# TASK OBJECTIVE
Repeat the stretch of entries below from the line with "dot.arc(x, y, r, 0, 2 * Math.PI);" through the line with "stroke(dot, '#f7f3e8', 1.5);". Include both ends and add nothing.
:: DATA SHOWN ::
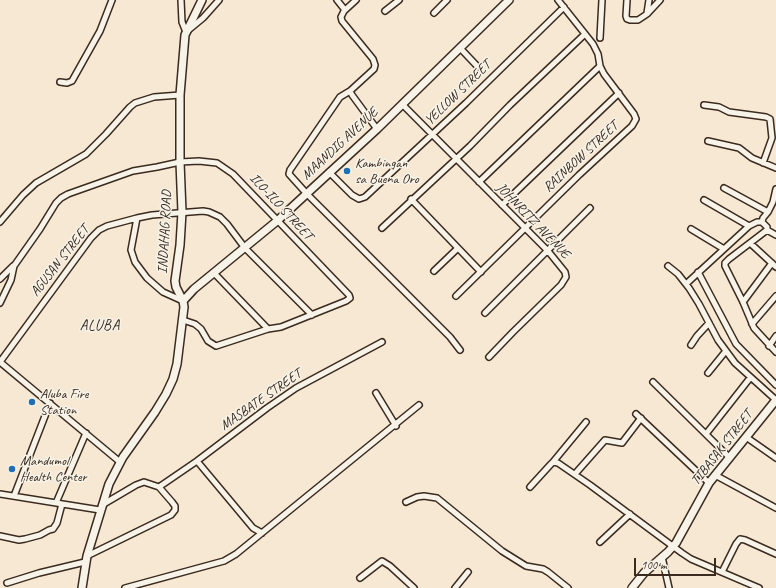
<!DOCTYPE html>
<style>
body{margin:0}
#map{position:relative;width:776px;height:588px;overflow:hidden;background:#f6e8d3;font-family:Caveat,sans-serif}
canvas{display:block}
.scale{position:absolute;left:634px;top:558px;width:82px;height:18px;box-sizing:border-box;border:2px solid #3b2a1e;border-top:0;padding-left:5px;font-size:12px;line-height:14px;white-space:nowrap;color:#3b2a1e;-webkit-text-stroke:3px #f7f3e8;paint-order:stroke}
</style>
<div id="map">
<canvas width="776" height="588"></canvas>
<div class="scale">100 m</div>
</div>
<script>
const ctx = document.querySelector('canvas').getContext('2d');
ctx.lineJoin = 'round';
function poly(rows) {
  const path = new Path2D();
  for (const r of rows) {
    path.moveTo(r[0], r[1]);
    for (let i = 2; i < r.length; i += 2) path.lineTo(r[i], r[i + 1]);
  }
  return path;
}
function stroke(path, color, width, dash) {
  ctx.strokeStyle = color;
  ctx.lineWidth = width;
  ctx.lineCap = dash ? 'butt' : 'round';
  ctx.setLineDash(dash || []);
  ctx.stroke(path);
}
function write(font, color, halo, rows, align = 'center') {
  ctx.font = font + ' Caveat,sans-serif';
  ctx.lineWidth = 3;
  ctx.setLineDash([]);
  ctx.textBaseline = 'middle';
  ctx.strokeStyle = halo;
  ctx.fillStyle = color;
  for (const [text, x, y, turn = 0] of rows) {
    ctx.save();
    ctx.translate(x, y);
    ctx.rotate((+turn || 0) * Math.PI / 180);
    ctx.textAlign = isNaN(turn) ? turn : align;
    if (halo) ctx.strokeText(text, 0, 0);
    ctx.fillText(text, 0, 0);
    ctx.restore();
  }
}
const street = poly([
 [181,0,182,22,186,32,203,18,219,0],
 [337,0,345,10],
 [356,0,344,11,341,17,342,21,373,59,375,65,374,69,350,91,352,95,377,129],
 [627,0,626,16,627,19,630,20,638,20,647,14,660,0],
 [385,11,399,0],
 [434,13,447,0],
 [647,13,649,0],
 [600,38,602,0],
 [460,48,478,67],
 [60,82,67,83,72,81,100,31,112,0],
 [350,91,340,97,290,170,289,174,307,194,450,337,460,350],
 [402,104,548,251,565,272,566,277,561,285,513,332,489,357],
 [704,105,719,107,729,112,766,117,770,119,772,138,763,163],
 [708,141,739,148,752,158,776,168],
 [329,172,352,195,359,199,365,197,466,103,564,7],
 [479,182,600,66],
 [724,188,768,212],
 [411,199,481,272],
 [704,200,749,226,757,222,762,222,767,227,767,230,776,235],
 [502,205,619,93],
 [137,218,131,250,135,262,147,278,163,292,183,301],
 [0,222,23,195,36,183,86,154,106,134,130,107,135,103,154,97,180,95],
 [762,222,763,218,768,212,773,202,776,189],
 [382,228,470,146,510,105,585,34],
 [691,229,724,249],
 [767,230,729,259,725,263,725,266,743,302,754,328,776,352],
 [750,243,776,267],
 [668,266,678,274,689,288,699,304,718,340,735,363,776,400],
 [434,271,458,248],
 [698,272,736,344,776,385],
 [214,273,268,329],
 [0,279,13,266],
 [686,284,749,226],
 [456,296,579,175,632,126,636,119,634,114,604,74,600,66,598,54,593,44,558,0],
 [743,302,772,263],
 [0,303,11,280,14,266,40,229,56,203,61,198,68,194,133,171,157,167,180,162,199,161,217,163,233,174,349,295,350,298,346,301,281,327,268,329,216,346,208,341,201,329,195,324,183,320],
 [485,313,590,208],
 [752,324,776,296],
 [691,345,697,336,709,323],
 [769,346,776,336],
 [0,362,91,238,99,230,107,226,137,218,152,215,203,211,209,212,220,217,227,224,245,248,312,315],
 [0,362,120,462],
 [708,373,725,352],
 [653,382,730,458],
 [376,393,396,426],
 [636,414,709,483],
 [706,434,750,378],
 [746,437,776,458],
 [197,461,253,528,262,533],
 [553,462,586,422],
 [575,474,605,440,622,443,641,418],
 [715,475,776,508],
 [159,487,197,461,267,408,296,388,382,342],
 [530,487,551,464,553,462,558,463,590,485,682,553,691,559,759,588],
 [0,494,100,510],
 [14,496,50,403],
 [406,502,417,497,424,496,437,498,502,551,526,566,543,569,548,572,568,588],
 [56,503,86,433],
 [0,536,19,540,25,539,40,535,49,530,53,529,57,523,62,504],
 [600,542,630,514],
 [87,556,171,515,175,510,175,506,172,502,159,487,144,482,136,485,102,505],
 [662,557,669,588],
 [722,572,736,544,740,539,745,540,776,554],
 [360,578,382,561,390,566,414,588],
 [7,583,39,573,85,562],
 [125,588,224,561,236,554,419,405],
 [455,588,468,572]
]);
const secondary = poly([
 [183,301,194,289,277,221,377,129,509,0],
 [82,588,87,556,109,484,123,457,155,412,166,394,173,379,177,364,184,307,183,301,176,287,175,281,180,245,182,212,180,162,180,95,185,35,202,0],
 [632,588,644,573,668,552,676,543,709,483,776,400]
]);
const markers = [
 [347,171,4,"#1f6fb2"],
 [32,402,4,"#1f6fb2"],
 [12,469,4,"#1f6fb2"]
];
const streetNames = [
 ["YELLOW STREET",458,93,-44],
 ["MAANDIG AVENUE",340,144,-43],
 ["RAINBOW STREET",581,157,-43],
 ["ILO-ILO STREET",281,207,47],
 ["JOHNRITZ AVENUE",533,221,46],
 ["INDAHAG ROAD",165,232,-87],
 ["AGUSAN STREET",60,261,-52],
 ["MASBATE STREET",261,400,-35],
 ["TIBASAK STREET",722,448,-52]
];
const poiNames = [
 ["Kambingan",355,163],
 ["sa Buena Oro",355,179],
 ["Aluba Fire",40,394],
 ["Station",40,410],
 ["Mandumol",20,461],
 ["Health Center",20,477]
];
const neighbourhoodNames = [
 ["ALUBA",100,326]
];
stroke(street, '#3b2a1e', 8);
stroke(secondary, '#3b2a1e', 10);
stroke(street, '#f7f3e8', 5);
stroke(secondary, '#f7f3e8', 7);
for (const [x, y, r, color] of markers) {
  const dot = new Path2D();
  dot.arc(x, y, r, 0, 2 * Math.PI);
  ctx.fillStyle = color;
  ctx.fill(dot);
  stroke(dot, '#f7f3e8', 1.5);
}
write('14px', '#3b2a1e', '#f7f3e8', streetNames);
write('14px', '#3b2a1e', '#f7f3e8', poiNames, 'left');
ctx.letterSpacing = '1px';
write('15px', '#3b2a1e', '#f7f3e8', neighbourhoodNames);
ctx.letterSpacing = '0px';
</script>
:::
# SOLUTION BELOW
  dot.arc(x, y, r, 0, 2 * Math.PI);
  ctx.fillStyle = color;
  ctx.fill(dot);
  stroke(dot, '#f7f3e8', 1.5);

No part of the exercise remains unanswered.